Rene Descartes Biography

René Descartes, the most original philosopher to appear since Aristotle, is often considered to be the father of modern philosophy. He was born on March 31, 1596 in La Haye, France (now called Descartes) to a well-to-do family.

While his father, a judge, encouraged him to continue in law after graduating, Descartes preferred instead to "pursue his thoughts", travel and dedicate his life to intellectual studies.

 René was a strong contributor and significant presence in the growing intellectual and scientific activity of his time. As well as being a mathematician, he established himself in physics as the discoverer of the law of refraction in optics and in philosophy for his most famous work Meditations on First Philosophy.

In Meditations on First Philosophy, he raised problems of such radical skepticism about our knowledge of the world, that he set the agenda for epistemology (study of origins of knowledge) for the next 300 years.
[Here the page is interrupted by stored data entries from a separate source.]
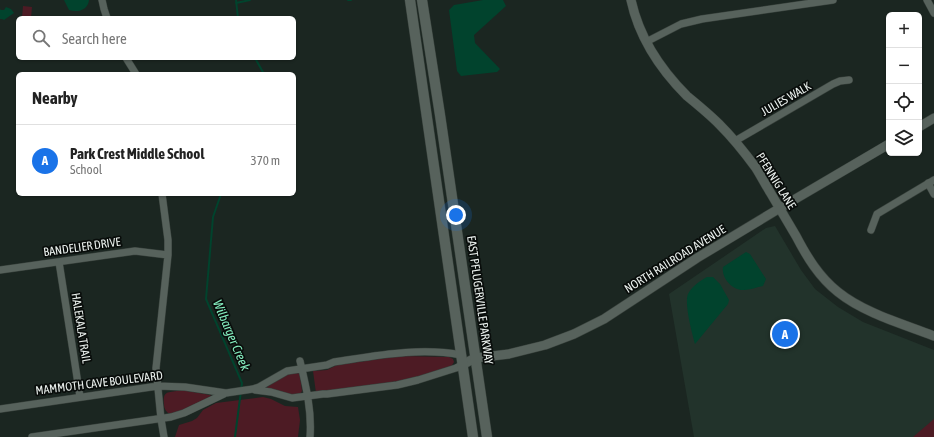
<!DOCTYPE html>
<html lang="en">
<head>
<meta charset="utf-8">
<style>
	body { margin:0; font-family:"Asap Condensed",sans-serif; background:#f6f6f6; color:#222 }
	.controls { position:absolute; right:12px; top:12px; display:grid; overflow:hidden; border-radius:6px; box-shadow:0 1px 3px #0004 }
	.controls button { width:36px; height:36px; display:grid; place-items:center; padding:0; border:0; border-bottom:1px solid #e0e0e0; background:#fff; color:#222; font:20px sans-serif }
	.you { position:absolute; left:456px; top:215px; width:14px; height:14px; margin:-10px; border:3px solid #fff; border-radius:50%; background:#1a73e8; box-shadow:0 0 0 6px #1a73e833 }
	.badge { display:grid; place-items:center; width:26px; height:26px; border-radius:50%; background:#1a73e8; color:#fff; font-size:13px; font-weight:700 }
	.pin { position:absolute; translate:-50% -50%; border:2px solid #fff; box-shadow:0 1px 4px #0006 }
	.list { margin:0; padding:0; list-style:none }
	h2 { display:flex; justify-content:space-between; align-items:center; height:52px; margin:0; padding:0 16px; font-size:17px }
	h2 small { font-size:13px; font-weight:400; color:#767676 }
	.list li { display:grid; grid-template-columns:26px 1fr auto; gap:12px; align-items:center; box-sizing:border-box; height:72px; padding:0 16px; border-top:1px solid #e0e0e0 }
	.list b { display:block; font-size:15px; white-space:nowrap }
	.list p { margin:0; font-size:13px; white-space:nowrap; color:#767676 }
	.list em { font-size:13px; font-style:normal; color:#767676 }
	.icon { flex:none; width:22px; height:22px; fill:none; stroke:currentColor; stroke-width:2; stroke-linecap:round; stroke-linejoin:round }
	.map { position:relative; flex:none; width:934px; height:437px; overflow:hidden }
	.search { position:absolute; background:#fff; box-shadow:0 1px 3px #0004; left:16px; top:16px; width:280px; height:44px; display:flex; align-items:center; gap:10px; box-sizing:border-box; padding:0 14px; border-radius:6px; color:#767676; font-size:15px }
	.panel { position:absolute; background:#fff; box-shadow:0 1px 3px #0004; left:16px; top:72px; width:280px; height:124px; border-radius:6px }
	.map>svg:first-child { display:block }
	.built { fill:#22332b }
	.green { fill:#4d1b24 }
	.water { fill:#01432d }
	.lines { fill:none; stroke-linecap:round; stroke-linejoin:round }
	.stream { stroke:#01432d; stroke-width:2 }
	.minor-casing { stroke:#38413c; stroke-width:8 }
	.tertiary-casing { stroke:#38413c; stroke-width:10 }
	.secondary-casing { stroke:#38413c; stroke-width:11 }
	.minor { stroke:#57625c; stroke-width:7 }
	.tertiary { stroke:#57625c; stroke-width:9 }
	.secondary { stroke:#57625c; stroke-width:10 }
	.labels { text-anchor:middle; stroke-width:3.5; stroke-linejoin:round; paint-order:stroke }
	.street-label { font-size:12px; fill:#ebf1ee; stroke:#090d0b }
	.water-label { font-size:13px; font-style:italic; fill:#85efc0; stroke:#090d0b }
</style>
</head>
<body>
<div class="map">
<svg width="934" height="437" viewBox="0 0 934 437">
	<rect width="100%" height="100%" fill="#1b2621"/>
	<!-- built -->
	<path class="built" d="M 775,226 L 801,270 L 815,289 L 838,307 L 863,322 L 934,350 L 934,437 L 694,437 L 669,294 L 766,228 Z"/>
	<!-- green -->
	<path class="green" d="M 23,6 L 32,7 L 31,18 L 22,18 Z
		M 400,356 L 449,357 L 453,359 L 454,362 L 451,367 L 420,376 L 399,381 L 316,393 L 313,371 L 327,370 L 337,365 Z
		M 298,372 L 300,376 L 302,391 L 300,394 L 292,395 L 267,388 L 267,387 L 283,375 Z
		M 182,390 L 210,395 L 211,396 C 201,402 178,415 168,413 C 165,410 164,408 164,404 C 162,389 171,393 182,390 Z
		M 263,397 L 271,399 L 285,406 L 298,407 L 300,420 L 298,437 L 175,437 L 179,425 L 192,421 L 197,418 L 203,410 L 216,403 Z
		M 934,419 L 934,437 L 913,437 Z"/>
	<!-- water -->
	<path class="water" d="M 64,0 L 89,0 C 88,10 78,13 69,10 Z
		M 483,0 L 503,0 L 506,6 L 474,35 L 475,43 L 500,69 L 497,72 L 461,76 L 457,71 L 449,10 L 454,5 Z
		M 6,7 L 11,9 L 14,13 L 4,20 L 2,19 L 0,19 L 0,9 L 1,10 L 4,10 Z
		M 746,252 L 750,254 L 766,279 L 763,286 C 757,287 750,290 744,290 C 733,291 721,278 723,267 Z
		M 707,277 L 713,277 L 720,284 L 729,300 L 728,304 L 695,344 C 692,333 684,303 688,294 C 692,286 700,281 707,277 Z"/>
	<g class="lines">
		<!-- stream -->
		<path class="stream" d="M 236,0 L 238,18
			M 348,0 L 351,0
			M 236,3 L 250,0
			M 255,58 L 264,74
			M 221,194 L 213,217 L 206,299 L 242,383 L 235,437"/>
		<defs>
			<path id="minor" d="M 102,0 L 104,9 L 107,18
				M 927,0 L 934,13
				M 646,42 L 681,24 L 702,19 L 833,0
				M 126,58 L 136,74
				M 735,141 L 833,84 L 840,81 L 849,80
				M 928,183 L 934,194
				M 162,194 L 168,240 L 168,255 L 156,368 L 161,419 L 164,437
				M 871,230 L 877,214 L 934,180
				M 59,262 L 73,351 L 80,397
				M 0,270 L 135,251 L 168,255
				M 300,361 C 306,386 312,411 310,437
				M 255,390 L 271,392 L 292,398 L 323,394 L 327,394 L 397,385 L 418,380 L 456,368 L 462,365
				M 0,409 L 158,386 L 185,387 L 226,393 L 253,389 L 259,387 L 287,371 L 327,365 L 334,362 C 375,356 419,347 461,355
				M 32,437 L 171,417 L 184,413 L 224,394"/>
			<path id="tertiary" d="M 631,0 C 639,37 661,70 687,96 C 698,105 709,114 719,124 C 733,138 745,153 756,168 C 761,176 765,184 770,192 C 779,207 787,221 796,236 C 807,257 819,277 838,292 C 864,313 903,324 934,336
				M 919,127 L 934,118
				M 462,365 L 475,358 L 509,354 L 545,345 L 574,334 L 604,319 L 697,258 L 780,208 L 889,144"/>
			<path id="secondary" d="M 410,0 L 473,437
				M 422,0 L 440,115 L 487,437"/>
		</defs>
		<!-- minor casing -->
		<use href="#minor" class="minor-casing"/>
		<!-- tertiary casing -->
		<use href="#tertiary" class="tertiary-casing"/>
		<!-- secondary casing -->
		<use href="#secondary" class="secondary-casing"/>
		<!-- minor -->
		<use href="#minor" class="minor"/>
		<!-- tertiary -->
		<use href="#tertiary" class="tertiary"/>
		<!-- secondary -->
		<use href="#secondary" class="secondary"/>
	</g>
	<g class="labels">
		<!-- street labels -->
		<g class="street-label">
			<text transform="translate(786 99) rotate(-30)" y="4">JULIES WALK</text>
			<text transform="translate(776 181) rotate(58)" y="4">PFENNIG LANE</text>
			<text transform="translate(82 247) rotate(-8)" y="4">BANDELIER DRIVE</text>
			<text transform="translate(675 259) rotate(-32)" y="4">NORTH RAILROAD AVENUE</text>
			<text transform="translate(480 300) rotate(82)" y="4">EAST PFLUGERVILLE PARKWAY</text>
			<text transform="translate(81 328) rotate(81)" y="4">HALEKALA TRAIL</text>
			<text transform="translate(99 383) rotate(-7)" y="4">MAMMOTH CAVE BOULEVARD</text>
		</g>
		<!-- water labels -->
		<g class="water-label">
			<text transform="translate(232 335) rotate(67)" y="5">Wilbarger Creek</text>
		</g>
	</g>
</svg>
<div class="controls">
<button>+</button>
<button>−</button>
<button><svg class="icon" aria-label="locate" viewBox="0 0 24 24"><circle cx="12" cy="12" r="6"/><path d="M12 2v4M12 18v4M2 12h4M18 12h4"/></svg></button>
<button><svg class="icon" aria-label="layers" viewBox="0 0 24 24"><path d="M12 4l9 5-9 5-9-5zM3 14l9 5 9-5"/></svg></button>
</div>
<div class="you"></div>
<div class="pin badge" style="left:785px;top:334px">A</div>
<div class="search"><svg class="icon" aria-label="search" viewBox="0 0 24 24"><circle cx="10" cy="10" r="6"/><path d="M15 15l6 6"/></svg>Search here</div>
<section class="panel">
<h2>Nearby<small></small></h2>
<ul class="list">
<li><span class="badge">A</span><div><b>Park Crest Middle School</b><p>School</p></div><em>370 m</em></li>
</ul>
</section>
</div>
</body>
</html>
The only thing we can be certain of, he suggested, is our own existence.

His famous declaration, 'Cogito ergo sum' - 'I think therefore I am', is his proof of his own existence as a thinking being and the starting point for the search of certainty.

Descartes objective in the Meditations was to structure human knowledge on a solid foundation. In reviewing his own beliefs, he realized that many were conflicting, others inconsistent, and some more justified than others. He wanted to assign order to his jumble of beliefs so that as in the certainty of mathematics, the justification of one proposition could follow from another. Where would he start?


Rather than attempt the next to impossible task of examining and categorizing each belief, he decided to examine them against a method of doubt. He would do this by questioning the source of his beliefs and by asking if it was infallible. If it was not, then it was not reliable for providing the foundations of knowledge.

He also noted that many of his beliefs derived from his senses or perception, which of course, could be deceptive and misleading. For instance, a person could be hallucinating or his senses could be eluded when looking at a stick that appears bent in a stream. Based on this observation, he declared that any information obtained from the senses to be uncertain and fallible and therefore untrustworthy.

The one proposition Descartes did trust, however, was his ability to think and reason. He felt that since he is able to think, it must be the case that he exists. Likewise, he must exist in order to be able to think. The certainty that he was a thinking being gave Descartes the basis for establishing his foundation of knowledge.

From this 'Cogito' Descartes developed an argument for the existence of two distinct substances, one material and one non-material and thus created the philosophical concept of Cartesian dualism.

In Cartesian dualism the mind and body are two distinct and different substances. Minds are things which think and bodies are extended things or space-occupiers. Descartes felt that he could not doubt that he existed as a thinking substance, yet he could still doubt that he had a body. It was this point that convinced him that mind could exist independently of matter.

For Descartes the foundations of knowledge were not confined to philosophy. Mathematics for him was the model of all knowledge because its truths were undeniable. He felt that anyone seeking truth should look for the certainty equal to arithmetical or geometrical demonstration. Likewise, he relied on the human capacity of reason to perceive something 'clearly and distinctly' without reference to or dependence upon sensory experience.

Ultimately Descartes set out to show that not only is genuine knowledge possible, contrary to what the skeptics put forth, but that mathematically-based scientific knowledge of the material world is possible. He also demonstrated that we as humans have the intellectual ability to reach an understanding of the world as well as the power to make reasoned judgments about it.